> [DATA FOR THIS TASK]
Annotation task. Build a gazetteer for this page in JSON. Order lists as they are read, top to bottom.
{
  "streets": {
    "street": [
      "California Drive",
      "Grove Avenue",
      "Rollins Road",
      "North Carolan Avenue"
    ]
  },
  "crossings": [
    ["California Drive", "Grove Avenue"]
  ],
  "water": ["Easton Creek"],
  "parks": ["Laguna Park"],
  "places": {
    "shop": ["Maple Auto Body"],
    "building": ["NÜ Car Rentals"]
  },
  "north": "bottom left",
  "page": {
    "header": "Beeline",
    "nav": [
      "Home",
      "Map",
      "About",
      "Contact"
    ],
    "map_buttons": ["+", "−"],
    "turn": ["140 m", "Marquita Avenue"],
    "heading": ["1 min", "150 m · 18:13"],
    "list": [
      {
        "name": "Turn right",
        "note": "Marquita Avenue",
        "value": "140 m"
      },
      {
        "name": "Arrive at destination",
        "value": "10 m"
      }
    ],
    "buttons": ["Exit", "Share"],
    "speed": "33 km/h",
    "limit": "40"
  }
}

> [ASSIGNMENT] Produce the records once again, exactly as they stand above.

> [SOLUTION TO THE EXERCISE]
Annotation task. Build a gazetteer for this page in JSON. Order lists as they are read, top to bottom.
{
  "streets": {
    "street": [
      "California Drive",
      "Grove Avenue",
      "Rollins Road",
      "North Carolan Avenue"
    ]
  },
  "crossings": [
    ["California Drive", "Grove Avenue"]
  ],
  "water": ["Easton Creek"],
  "parks": ["Laguna Park"],
  "places": {
    "shop": ["Maple Auto Body"],
    "building": ["NÜ Car Rentals"]
  },
  "north": "bottom left",
  "page": {
    "header": "Beeline",
    "nav": [
      "Home",
      "Map",
      "About",
      "Contact"
    ],
    "map_buttons": ["+", "−"],
    "turn": ["140 m", "Marquita Avenue"],
    "heading": ["1 min", "150 m · 18:13"],
    "list": [
      {
        "name": "Turn right",
        "note": "Marquita Avenue",
        "value": "140 m"
      },
      {
        "name": "Arrive at destination",
        "value": "10 m"
      }
    ],
    "buttons": ["Exit", "Share"],
    "speed": "33 km/h",
    "limit": "40"
  }
}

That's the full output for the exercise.